Hourtin Plage area - super campsites and hundreds of kilometers of beach.


----------



## rugbyken (Jan 16, 2006)

if your not set on bordeaux you can get a ferry straight across at royan and go down the coast but the crossing is a bit dear , if as your st emillion quote suggest's your partial to a drop of red, blaye itself and across the bay does some lovely bordeaux red and better rose , there is a campsite at blaye in the citadel,and an aire in the harbour below opposite the boules court's. there is also a ferry across from this harbour that cut's out bordeaux at a more reasonable price but anything much over 7mts might struggle.
enjoy


----------



## chapter (May 1, 2005)

rugbyken we used that ferry crossing it takes about 30 min and the cost is 45 euros each way 
chapter


----------



## Penquin (Oct 15, 2007)

Arcachon is very nice but hilly for cycling! Nice town, good restaurants not too pricey.
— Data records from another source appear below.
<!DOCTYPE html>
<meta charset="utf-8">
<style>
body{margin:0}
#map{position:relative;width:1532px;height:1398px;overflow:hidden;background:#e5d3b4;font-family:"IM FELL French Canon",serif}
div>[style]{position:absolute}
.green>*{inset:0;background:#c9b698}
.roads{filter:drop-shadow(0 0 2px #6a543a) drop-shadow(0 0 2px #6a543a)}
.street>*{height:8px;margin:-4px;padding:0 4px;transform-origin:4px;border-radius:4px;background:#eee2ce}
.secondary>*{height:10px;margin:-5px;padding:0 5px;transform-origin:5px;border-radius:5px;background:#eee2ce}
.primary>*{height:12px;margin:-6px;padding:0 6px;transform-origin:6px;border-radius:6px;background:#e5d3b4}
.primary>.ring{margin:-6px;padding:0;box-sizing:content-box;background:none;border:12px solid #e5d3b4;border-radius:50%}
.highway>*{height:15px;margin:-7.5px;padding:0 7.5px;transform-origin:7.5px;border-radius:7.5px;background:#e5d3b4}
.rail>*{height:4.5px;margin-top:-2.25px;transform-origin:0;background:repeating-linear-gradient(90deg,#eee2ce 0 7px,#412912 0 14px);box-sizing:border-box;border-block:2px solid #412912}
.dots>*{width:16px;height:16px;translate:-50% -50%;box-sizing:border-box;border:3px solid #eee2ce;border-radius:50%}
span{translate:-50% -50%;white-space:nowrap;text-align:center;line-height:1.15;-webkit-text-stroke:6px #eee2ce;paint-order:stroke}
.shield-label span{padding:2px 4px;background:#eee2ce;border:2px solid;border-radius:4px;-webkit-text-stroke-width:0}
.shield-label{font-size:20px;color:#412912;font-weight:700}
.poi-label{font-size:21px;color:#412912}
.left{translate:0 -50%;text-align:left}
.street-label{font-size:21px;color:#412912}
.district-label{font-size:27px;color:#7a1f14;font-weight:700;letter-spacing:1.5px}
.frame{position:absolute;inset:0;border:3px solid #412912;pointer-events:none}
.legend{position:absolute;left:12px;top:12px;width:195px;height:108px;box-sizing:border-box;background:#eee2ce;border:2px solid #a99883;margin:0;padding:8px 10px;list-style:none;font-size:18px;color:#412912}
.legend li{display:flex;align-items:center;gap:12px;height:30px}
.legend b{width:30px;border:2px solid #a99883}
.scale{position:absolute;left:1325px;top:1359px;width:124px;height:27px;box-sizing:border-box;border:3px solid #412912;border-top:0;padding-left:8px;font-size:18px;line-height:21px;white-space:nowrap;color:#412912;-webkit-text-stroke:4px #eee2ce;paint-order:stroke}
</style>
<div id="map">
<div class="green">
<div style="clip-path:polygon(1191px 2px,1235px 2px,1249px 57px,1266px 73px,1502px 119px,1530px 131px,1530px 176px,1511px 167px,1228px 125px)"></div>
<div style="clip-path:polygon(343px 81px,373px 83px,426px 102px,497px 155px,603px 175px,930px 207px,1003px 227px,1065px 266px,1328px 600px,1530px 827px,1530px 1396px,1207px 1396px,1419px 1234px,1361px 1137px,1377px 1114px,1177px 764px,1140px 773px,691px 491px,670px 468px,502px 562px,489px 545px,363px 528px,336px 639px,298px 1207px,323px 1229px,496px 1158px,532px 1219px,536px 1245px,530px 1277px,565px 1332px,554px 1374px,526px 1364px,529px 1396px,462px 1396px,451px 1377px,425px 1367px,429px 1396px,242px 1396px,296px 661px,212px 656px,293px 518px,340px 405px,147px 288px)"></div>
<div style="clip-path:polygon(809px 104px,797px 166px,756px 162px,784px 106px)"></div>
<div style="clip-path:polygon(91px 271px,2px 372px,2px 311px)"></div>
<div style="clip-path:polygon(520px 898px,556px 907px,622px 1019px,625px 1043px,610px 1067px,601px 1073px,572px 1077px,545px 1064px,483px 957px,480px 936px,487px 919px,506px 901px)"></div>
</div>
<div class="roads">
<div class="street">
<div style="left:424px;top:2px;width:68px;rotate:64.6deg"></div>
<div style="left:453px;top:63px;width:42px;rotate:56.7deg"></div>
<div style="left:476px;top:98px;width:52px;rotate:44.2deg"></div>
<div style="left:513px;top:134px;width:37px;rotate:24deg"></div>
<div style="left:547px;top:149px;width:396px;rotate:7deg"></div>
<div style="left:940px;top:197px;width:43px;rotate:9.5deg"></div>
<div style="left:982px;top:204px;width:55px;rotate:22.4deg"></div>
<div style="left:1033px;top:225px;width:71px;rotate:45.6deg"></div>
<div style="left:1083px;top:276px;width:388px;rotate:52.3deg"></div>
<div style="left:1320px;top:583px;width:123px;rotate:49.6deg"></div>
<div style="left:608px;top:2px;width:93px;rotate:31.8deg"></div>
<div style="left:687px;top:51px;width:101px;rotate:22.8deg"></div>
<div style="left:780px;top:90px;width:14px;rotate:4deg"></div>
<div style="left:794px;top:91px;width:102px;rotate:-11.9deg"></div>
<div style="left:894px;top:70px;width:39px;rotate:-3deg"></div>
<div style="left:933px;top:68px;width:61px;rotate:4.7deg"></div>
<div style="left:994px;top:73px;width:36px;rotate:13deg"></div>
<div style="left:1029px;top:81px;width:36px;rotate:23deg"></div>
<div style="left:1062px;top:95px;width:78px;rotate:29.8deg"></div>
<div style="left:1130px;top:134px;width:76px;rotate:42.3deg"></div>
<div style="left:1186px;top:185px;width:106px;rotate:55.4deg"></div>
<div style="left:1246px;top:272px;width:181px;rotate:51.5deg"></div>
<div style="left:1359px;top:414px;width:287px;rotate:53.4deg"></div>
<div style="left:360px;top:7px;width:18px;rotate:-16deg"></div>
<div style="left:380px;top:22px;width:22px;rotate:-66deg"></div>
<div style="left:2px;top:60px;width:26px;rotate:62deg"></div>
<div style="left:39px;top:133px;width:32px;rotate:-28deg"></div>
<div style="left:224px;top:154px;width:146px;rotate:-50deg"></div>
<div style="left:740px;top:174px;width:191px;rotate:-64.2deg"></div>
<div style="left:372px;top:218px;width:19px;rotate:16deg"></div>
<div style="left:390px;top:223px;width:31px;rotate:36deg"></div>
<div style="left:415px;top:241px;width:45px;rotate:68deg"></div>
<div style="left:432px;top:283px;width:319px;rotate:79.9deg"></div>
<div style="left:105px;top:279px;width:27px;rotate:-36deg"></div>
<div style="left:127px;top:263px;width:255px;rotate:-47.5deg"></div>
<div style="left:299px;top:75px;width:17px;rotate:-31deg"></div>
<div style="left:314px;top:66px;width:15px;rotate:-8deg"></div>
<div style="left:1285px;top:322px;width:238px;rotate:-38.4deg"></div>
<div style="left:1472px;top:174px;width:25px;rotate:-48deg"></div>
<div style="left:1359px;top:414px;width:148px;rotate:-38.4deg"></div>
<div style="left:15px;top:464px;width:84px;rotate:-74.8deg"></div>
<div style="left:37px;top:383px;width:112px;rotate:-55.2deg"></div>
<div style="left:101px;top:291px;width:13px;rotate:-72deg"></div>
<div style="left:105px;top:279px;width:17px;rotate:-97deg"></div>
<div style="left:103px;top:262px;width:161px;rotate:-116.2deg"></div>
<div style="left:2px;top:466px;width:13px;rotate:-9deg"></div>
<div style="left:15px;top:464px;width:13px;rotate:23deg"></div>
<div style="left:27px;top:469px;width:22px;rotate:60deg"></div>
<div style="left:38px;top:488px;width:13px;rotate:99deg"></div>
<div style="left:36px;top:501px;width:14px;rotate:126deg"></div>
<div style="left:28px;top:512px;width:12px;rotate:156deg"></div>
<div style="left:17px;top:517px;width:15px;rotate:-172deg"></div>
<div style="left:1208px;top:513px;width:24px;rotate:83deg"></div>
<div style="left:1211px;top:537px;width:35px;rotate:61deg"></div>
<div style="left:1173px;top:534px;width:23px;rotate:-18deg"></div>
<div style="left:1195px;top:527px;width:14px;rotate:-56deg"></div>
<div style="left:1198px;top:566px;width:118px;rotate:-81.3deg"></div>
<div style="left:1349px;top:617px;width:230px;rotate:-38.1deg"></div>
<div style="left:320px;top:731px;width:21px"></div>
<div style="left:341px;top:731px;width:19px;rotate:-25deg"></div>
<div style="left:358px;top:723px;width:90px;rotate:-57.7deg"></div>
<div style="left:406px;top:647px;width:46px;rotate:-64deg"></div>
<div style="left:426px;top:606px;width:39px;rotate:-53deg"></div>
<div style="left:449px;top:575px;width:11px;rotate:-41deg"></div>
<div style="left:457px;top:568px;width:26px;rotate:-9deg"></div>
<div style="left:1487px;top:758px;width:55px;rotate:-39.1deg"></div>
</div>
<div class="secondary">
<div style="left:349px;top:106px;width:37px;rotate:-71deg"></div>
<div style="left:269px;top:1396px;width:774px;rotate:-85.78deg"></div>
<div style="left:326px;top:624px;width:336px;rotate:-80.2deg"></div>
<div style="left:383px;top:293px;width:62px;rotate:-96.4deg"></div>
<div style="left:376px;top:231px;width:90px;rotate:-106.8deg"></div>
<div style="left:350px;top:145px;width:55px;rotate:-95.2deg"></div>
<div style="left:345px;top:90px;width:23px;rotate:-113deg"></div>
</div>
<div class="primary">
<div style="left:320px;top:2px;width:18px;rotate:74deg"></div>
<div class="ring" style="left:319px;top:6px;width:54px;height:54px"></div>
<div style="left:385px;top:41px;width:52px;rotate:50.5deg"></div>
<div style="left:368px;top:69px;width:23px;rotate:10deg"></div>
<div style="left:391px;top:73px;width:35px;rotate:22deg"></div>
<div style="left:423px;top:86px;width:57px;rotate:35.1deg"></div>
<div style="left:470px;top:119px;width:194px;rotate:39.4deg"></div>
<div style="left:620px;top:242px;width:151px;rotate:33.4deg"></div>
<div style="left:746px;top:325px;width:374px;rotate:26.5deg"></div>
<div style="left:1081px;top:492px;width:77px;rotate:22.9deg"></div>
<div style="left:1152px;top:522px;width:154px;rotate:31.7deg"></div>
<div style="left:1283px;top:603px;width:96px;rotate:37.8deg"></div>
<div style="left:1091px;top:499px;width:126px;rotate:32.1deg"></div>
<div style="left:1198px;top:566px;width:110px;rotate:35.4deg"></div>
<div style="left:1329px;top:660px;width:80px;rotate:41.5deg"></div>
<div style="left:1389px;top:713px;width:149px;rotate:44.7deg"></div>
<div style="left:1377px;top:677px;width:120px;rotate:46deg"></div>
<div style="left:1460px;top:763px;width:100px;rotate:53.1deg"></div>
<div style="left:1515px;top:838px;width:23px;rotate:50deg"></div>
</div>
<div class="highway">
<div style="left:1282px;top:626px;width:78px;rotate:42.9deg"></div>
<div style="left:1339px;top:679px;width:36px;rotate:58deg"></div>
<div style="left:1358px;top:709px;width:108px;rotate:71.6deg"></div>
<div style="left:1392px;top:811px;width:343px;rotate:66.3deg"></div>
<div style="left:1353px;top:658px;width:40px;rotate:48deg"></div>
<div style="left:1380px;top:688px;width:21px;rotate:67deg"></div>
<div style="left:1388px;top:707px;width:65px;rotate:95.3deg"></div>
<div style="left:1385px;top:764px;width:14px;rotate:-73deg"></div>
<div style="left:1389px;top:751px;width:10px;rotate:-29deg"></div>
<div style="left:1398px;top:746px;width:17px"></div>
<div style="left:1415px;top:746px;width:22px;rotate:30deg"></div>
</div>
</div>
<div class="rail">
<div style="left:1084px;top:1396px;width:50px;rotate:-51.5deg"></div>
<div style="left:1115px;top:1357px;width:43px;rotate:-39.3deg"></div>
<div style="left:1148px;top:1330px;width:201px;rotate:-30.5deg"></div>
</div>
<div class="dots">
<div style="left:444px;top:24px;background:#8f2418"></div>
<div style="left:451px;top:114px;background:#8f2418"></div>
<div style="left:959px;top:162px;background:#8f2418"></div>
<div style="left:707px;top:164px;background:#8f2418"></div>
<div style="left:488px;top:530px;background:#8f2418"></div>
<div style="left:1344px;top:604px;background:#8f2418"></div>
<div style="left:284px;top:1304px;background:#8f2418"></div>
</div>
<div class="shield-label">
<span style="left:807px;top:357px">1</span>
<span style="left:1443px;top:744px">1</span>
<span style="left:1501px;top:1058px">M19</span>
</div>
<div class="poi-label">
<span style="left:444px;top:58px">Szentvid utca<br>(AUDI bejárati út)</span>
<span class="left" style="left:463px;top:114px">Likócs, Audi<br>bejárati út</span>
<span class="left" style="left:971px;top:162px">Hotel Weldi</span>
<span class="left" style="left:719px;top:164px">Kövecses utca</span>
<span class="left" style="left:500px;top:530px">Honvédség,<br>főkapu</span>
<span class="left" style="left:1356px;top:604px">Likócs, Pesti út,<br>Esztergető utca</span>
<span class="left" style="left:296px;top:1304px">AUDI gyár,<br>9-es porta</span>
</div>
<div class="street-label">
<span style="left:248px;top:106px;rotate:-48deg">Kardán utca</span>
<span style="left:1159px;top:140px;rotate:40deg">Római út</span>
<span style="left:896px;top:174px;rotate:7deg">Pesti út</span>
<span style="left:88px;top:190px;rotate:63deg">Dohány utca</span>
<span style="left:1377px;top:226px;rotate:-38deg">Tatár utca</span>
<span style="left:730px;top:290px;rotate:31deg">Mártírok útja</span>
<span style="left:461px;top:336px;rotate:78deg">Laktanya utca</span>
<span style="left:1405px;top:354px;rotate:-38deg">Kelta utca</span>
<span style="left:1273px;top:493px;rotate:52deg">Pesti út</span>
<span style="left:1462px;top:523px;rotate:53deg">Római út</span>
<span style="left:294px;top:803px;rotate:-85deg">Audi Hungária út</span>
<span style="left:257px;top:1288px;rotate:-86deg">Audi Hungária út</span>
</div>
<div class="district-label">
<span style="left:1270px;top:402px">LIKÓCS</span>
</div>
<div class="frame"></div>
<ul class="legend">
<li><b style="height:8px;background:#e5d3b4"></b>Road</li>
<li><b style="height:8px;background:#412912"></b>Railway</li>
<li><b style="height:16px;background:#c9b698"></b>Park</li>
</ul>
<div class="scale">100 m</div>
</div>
Biscarosse Plage and Mimosan Plage by lakes are good but can be scruffy and not brilliant restaurants - we have been to that whole are twice in last three years.

St Emilion inaccessible for MH - small village with very steep hills, excellent wine choice though, superb restaurants in village, too many to pick out one or two - we were there in August and always enjoy both the village and the wine!

There are some superb sites around that whole area, we tend to avoid Bordeaux as too large for us, and also Castillon La Bataille - it has an "odd" atmosphere there and we felt uncomfortable so moved on!

If you are near Issigeac on a Sunday morning - the market there is superb although the campsite is no longer officially open (but there is no gate and the welcome in the village is real!

Nearby town of Villereal has superb framers produce market Monday evenings in August (for future!) and is our local town!

Enjoy your trip there - we did to such an extent that we bought a house there!

Dave


----------